§ **SOURCE DATA**:
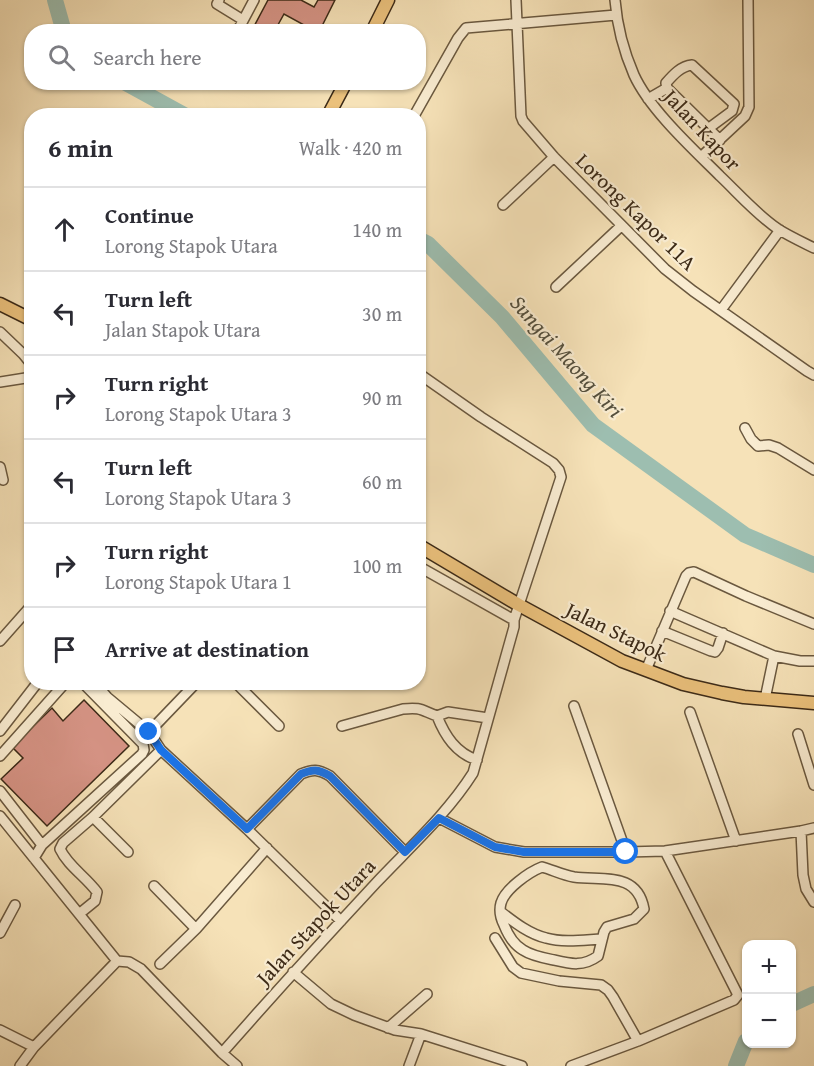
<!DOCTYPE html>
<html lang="en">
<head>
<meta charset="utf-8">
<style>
	body { margin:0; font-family:"Gentium Book Plus",serif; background:#f2f2f3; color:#2b2b33 }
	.controls { position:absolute; right:18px; bottom:18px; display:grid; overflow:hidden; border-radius:12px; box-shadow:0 2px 4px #0004 }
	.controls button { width:54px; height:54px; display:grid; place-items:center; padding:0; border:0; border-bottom:2px solid #e1e1e2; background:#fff; color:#2b2b33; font:30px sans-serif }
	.stop { position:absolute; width:18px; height:18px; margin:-14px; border:4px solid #1a73e8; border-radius:50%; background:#fff }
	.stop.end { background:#1a73e8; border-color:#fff; box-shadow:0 2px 6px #0008 }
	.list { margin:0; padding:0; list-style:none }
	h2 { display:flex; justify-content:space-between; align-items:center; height:78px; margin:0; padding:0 24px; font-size:26px }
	h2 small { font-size:20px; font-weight:400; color:#7c7c81 }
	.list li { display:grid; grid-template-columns:39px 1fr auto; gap:18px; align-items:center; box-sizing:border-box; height:84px; padding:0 24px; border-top:2px solid #e1e1e2 }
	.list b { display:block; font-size:22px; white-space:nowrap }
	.list p { margin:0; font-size:20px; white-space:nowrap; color:#7c7c81 }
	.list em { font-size:20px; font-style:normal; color:#7c7c81 }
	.icon { flex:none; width:33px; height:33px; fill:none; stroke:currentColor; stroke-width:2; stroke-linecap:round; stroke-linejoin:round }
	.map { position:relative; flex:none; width:814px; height:1066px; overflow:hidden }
	.search { position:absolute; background:#fff; box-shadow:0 2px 4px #0004; left:24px; top:24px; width:402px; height:66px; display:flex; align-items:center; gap:15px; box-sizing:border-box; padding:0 21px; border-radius:24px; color:#7c7c81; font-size:22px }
	.panel { position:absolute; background:#fff; box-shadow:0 2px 4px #0004; left:24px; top:108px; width:402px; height:582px; border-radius:24px }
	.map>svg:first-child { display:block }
</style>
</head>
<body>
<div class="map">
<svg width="814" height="1066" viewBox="0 0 814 1066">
	<rect width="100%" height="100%" fill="#f6e2b8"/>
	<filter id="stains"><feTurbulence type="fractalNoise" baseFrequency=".00333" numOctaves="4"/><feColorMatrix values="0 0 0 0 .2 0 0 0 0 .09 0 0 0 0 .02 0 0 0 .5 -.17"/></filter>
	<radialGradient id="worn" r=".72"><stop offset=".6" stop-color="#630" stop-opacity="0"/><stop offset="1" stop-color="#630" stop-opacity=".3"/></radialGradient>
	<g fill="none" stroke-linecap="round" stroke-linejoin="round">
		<!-- river -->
		<path stroke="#9dbeb0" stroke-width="16" d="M55 0 64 32
			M124 82 186 116
			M418 239 428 244 502 317 593 425 745 535 814 565
			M792 1004 814 994
			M736 1066 746 1041"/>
	</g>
	<!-- building -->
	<path fill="#d49283" stroke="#3c2a17" stroke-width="1.5" d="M268 0H301L314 7 318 0H335L319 32H303L306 26 284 14 274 32H251Z
		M84 700 129 746 47 826 1 779 23 758 12 747 52 708 63 721Z"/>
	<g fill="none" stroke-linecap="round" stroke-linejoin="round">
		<!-- minor casing -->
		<g stroke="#6a583f" stroke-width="12">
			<path id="minor" d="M219 0 217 4 243 20
				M516 0 521 116 523 121 554 157 665 269 693 291 807 371 814 375
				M615 0C617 25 624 52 634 75 650 110 693 149 720 176 739 194 756 214 778 229 789 236 802 242 814 248
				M237 32 254 0
				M648 99 667 88
				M414 116 458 38 466 28 616 15
				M709 128 732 111 734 104 692 65C681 66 673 75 666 83L667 88 720 140
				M701 157 745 116 749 107 748 0
				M503 205 554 157
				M556 287 621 226
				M721 310 780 230
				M0 332 23 354 32 365
				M0 382 32 377
				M745 428 751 439 758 446 769 445 778 448 814 470
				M0 467 3 480
				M418 566 514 620
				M670 611 774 656 800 661H814
				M662 631 711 651 715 652 718 648 723 633
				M0 641 31 606
				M646 670 686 576 689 573 694 572 746 596 814 624
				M94 682 107 697 149 732 161 750 247 829 341 921
				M235 682 279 726
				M765 699 774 656
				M574 706 626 852
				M690 712 736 841
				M437 716C445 736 456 753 477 760
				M342 726 403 709C421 707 421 710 437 716L448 712 488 718
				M0 731 38 682
				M149 732 197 682
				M798 734 814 785
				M0 756 66 682
				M0 791 42 845
				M0 816 117 961 129 962 141 969 222 1053 237 1066
				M93 817 128 852
				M439 818 495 847 524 852H626L665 851 801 831 814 828
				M247 829 301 774C313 769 318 769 330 776L405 852
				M801 831 803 875 806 889 814 902
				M34 858 42 845 142 754 144 750 143 744 82 682
				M542 867C553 870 562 875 574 877 602 881 637 871 644 909L634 919 607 927 604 932 598 956C583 967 571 964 554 960 544 958 532 956 523 950 514 945 508 935 504 925 501 919 499 910 501 903 505 889 529 872 542 867Z
				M154 886 196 929
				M501 912C514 922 529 934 546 938 564 943 583 940 602 939
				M79 914 95 901 97 892C85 876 68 866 60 849L63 843 93 817 161 750
				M0 933 15 905
				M495 938 513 967 521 973 559 981 601 985 608 990 613 997 638 1041
				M160 964 196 929 267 848
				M293 972 331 1004 354 1015 395 1030 421 1034 522 1066
				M388 1028 427 994
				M0 1030 34 1047
				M222 1053C273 995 324 939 376 883 410 847 447 814 473 773L514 627V620L561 477 559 470 553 463 481 417 418 373
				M20 1066 34 1047 117 961
				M409 1066 421 1034
				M571 1066 638 1041 734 1000 738 995 665 851"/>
		</g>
		<!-- major casing -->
		<g stroke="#3c2a17" stroke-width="15">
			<path id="major" d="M372 32 388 0
				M328 116 346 82
				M0 304 32 320
				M418 545 519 605 622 661 646 670 683 684 722 693 744 697 814 703"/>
		</g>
		<!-- minor -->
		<use href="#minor" stroke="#f9ecd1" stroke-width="9"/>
		<!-- major -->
		<use href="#major" stroke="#ebc17c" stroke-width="12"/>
	</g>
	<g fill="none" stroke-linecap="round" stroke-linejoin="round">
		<!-- route -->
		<path stroke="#1a73e8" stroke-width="8" d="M149 732 161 750 247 829 301 774C313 769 318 769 330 776L405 852 439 818 495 847 524 852H626"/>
	</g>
	<g text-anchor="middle" stroke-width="4.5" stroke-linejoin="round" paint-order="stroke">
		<!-- street labels -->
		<g font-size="21" fill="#3c2a17" stroke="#f9ecd1">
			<text transform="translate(702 130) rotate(47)" y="7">Jalan Kapor</text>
			<text transform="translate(636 212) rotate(44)" y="7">Lorong Kapor 11A</text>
			<text transform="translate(616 632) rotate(26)" y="7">Jalan Stapok</text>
			<text transform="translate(316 922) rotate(-47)" y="7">Jalan Stapok Utara</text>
		</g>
		<!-- water labels -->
		<g font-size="22" font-style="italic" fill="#544f3d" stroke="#f9ecd1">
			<text transform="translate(567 356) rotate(48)" y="8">Sungai Maong Kiri</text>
		</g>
	</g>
	<rect width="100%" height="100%" filter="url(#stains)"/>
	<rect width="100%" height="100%" fill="url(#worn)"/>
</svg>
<div class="controls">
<button>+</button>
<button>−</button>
</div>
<div class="stop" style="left:626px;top:852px"></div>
<div class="stop end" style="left:149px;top:732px"></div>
<div class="search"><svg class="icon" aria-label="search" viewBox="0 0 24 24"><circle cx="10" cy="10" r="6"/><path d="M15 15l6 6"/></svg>Search here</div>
<section class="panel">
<h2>6 min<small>Walk · 420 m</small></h2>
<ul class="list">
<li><svg class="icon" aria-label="ahead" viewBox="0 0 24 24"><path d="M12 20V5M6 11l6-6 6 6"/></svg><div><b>Continue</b><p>Lorong Stapok Utara</p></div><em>140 m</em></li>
<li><svg class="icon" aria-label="left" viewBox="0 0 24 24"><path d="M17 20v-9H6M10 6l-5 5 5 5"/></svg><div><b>Turn left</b><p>Jalan Stapok Utara</p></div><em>30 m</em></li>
<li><svg class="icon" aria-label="right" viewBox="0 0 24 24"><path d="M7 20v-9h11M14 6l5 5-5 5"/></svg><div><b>Turn right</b><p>Lorong Stapok Utara 3</p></div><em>90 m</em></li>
<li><svg class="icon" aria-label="left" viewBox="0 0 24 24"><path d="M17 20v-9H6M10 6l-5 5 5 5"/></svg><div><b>Turn left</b><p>Lorong Stapok Utara 3</p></div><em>60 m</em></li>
<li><svg class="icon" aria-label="right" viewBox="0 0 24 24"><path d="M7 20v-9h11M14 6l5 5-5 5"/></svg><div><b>Turn right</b><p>Lorong Stapok Utara 1</p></div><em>100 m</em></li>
<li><svg class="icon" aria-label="arrive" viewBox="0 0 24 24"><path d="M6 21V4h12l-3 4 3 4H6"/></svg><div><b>Arrive at destination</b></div></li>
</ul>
</section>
</div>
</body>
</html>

§ **TASK REQUIREMENTS**: Begin at the top of the records above and retype each line exactly until the line containing "background:#1a73e8; border-color:#fff; box-shadow:0", which is included. Skip all pictures.

§ **WORKED SOLUTION**:
<!DOCTYPE html>
<html lang="en">
<head>
<meta charset="utf-8">
<style>
	body { margin:0; font-family:"Gentium Book Plus",serif; background:#f2f2f3; color:#2b2b33 }
	.controls { position:absolute; right:18px; bottom:18px; display:grid; overflow:hidden; border-radius:12px; box-shadow:0 2px 4px #0004 }
	.controls button { width:54px; height:54px; display:grid; place-items:center; padding:0; border:0; border-bottom:2px solid #e1e1e2; background:#fff; color:#2b2b33; font:30px sans-serif }
	.stop { position:absolute; width:18px; height:18px; margin:-14px; border:4px solid #1a73e8; border-radius:50%; background:#fff }
	.stop.end { background:#1a73e8; border-color:#fff; box-shadow:0 2px 6px #0008 }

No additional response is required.